Johannesburg, 02 May 2023
Shaylen Padayachee, marketing strategist at Ozow.
Shaylen Padayachee, marketing strategist at Ozow.

Financial experts tout open banking as the answer to the billions of rands lost in SA’s cash economy annually.

This was revealed last week during a media conference organised by local fintech firm Ozow, in Cape Town, where panellists discussed multiple ways of reaching SA’s unbanked and underbanked population, under the theme: “The future of open banking”.

Open banking, which makes it possible for customers to use their banking service in the context of other fintech services, was billed by panellists as revolutionary in helping to grow financial inclusion, while safeguarding huge amounts of cash that go missing in the economy annually.

They noted that in today’s digital economy, cash should no longer be king, but should rather be perceived as “the enemy” – as a result of the billions of rands in cash that are lost annually.

Referencing a Mastercard study, they pointed out that cash cost consumers around R23 billion, or 0.52% of GDP, in 2017, and the poorer communities carry a disproportionate share of these losses.

They noted the various factors contributing to this loss asthe cost of travelling to cash points, the time forgone to the inconvenience of using cash, the interest foregone by holding cash, the risk of loss or theft, ATM charges and branch costs, among others.

“The cost of cash to the economy is significant,” said Mpho Sadiki, head of real-time payments at automated payments clearing organisation BankServAfrica.

“To transact it, to secure it, transport it, import it and then you have to later destroy it.
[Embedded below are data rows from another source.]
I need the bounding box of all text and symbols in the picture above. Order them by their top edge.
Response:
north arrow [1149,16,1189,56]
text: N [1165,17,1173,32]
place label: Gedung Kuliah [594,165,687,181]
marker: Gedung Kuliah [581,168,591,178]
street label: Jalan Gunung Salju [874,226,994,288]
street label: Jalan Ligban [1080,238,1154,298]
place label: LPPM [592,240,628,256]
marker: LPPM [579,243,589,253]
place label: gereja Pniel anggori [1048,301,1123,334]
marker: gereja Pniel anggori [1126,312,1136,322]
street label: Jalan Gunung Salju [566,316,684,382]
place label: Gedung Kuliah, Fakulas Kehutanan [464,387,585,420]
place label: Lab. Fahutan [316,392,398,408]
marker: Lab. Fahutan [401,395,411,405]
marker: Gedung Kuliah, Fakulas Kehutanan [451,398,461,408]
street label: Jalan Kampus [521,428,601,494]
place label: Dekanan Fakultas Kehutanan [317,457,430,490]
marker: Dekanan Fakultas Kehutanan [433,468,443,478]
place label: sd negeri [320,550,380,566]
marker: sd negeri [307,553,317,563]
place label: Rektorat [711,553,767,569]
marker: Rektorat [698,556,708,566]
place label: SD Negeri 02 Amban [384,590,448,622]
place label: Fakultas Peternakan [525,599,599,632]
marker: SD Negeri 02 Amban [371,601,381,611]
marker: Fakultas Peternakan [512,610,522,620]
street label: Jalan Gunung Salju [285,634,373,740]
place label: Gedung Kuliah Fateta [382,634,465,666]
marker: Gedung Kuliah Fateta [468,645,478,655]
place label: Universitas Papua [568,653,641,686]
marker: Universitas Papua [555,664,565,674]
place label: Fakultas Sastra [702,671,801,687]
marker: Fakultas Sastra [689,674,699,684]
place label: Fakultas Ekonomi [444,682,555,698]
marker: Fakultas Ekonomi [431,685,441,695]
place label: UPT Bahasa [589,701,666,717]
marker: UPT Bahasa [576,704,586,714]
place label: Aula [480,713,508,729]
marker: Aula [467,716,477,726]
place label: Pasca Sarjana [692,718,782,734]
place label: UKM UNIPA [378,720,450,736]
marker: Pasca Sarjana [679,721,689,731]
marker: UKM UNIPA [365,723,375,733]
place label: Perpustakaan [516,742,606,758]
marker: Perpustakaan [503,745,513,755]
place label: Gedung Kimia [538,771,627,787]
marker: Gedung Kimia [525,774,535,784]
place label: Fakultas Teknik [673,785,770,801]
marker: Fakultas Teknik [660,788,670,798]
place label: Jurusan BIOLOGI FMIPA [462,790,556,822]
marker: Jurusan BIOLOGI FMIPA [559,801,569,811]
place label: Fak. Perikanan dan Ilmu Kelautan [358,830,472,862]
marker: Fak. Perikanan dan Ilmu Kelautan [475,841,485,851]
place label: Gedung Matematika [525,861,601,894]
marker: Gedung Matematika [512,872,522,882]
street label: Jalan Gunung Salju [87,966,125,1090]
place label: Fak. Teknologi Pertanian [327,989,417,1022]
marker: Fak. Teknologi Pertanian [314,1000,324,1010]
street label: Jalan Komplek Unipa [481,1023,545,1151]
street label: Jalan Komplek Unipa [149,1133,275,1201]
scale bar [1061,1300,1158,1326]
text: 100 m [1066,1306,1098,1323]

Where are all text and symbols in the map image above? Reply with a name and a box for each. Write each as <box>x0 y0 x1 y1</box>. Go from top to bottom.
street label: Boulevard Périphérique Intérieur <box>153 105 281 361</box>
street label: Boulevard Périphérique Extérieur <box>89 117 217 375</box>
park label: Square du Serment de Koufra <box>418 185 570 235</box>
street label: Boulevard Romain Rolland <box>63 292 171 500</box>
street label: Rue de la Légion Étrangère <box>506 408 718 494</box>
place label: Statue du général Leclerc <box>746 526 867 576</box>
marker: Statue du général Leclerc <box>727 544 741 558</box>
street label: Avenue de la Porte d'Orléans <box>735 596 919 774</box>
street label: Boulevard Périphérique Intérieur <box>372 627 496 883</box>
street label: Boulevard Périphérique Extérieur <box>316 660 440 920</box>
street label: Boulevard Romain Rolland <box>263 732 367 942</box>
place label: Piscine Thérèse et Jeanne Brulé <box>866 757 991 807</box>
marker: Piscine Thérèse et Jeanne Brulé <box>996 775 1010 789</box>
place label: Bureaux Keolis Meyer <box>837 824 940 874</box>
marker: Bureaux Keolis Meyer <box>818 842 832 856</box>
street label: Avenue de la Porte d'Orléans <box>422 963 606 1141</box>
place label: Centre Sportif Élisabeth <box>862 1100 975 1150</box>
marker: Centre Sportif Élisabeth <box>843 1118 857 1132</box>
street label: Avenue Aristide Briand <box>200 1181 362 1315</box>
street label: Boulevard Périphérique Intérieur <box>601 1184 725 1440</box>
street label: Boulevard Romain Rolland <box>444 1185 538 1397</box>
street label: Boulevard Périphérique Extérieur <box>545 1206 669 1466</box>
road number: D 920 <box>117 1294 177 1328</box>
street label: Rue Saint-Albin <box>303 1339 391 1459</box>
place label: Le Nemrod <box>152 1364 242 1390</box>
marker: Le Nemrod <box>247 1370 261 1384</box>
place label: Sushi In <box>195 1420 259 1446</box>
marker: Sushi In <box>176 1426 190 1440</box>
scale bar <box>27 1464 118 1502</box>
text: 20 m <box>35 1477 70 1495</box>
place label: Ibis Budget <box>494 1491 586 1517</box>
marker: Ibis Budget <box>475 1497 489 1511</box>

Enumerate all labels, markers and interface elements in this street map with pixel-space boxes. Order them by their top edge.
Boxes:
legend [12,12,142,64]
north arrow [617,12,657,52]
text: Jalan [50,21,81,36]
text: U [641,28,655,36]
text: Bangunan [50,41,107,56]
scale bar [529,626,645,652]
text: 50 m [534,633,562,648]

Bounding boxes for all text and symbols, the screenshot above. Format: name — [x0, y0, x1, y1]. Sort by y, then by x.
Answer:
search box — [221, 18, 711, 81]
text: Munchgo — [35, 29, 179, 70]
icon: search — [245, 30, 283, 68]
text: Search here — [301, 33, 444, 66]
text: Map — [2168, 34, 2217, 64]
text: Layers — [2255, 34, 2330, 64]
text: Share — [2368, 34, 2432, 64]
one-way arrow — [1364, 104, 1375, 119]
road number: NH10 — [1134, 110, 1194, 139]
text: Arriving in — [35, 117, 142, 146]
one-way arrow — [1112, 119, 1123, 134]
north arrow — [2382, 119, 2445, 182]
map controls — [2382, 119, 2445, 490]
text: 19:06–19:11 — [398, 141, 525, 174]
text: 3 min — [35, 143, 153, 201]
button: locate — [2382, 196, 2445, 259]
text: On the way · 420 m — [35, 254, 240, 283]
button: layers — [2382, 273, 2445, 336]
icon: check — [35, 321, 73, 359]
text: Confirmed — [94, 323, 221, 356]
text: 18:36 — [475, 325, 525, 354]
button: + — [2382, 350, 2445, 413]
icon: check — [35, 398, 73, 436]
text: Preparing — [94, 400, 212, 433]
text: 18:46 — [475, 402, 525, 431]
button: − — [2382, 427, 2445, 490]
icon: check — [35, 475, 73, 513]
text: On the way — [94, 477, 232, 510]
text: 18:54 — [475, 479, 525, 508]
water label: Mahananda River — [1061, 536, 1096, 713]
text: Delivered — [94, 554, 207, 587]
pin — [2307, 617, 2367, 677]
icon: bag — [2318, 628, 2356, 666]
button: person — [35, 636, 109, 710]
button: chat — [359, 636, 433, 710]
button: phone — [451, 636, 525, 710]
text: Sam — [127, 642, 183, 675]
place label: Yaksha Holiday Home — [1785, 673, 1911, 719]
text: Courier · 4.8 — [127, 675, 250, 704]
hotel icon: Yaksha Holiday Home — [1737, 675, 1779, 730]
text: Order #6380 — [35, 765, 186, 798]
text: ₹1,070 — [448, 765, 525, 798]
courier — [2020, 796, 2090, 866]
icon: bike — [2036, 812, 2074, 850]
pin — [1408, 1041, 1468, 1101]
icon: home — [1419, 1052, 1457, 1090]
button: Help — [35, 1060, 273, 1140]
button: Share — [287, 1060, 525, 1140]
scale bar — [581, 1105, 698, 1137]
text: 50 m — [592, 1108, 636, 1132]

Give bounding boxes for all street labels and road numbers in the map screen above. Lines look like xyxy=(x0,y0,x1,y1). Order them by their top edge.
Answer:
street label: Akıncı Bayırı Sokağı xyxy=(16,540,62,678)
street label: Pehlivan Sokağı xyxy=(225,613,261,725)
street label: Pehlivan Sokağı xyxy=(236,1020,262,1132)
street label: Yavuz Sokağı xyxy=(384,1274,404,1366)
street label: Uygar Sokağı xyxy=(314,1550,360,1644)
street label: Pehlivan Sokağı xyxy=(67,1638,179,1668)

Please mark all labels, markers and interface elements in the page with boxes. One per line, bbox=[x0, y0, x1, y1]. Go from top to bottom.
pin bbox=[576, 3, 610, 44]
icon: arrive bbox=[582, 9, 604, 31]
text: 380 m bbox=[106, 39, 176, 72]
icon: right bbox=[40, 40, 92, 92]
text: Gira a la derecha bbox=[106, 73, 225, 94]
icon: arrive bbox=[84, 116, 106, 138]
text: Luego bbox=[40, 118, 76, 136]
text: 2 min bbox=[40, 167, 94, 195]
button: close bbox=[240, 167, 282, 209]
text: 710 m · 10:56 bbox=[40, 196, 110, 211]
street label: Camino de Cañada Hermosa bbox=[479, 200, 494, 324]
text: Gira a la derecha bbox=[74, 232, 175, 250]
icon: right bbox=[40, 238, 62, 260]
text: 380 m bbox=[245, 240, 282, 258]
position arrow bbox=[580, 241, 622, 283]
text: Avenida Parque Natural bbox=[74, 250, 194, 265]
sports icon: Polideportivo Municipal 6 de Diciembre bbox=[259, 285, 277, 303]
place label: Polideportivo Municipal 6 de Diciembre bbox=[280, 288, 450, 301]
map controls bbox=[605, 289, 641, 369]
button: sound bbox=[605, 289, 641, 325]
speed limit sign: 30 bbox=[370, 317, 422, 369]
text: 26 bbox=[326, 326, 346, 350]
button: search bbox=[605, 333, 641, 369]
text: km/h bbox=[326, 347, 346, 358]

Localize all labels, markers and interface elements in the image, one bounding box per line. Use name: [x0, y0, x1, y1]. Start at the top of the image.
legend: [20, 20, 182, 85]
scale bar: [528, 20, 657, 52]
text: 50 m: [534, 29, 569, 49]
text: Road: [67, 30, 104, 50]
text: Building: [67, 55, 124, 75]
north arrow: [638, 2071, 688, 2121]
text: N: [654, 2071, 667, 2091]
With all this, you are looking at in excess of R50 billion in annual losses. But being able to digitise a small percentage of cash means you start eating into a cost that the economy consumes today and further tap into other value areas, which open up further economic opportunities.”

Fintech companies have brought innovative open banking, API-based offerings to the financial sector, including alternative financial products and services to those provided by conventional financial institutions, he added.

These digital technologies have not only paved the way for innovative digital transactions, but have also given rise to new market entrants and solutions from other industries that are actively playing in and shaping the payments space.

“We must not ignore the fact that digitising the economy in itself opens up entrepreneurial opportunities beyond just merchants. It’s around ultimately building fintech businesses that orchestrate payments and the opportunities for further entrepreneurship, where we see new technology businesses that get built around the payment ecosystems. These businesses are designed to make transacting easier, convenient and more secure,” noted Sadiki.

According to Shaylen Padayachee, marketing strategist at Ozow, cash still accounts for nearly 40% of all transactions. This has serious consequences for the economy, he noted.

Although 80% of South Africans have a bank account, the majority of the population still conduct most transactions in cash. However, Padayachee believes this is steadily changing.

“Cash is a huge risk. Shoprite had 400 armed robberies during 2018. But the good thing is that multiple steps are being taken to bring more South Africans into the digital economy within the payment space, at a minimal cost that will be miniscule in comparison to cash transactions.

“The South African Reserve Bank's vision for 2025 is to create a more inclusive payment ecosystem, and part of that is making the cost incurred from digital transactions a lot cheaper,” concluded Padayachee.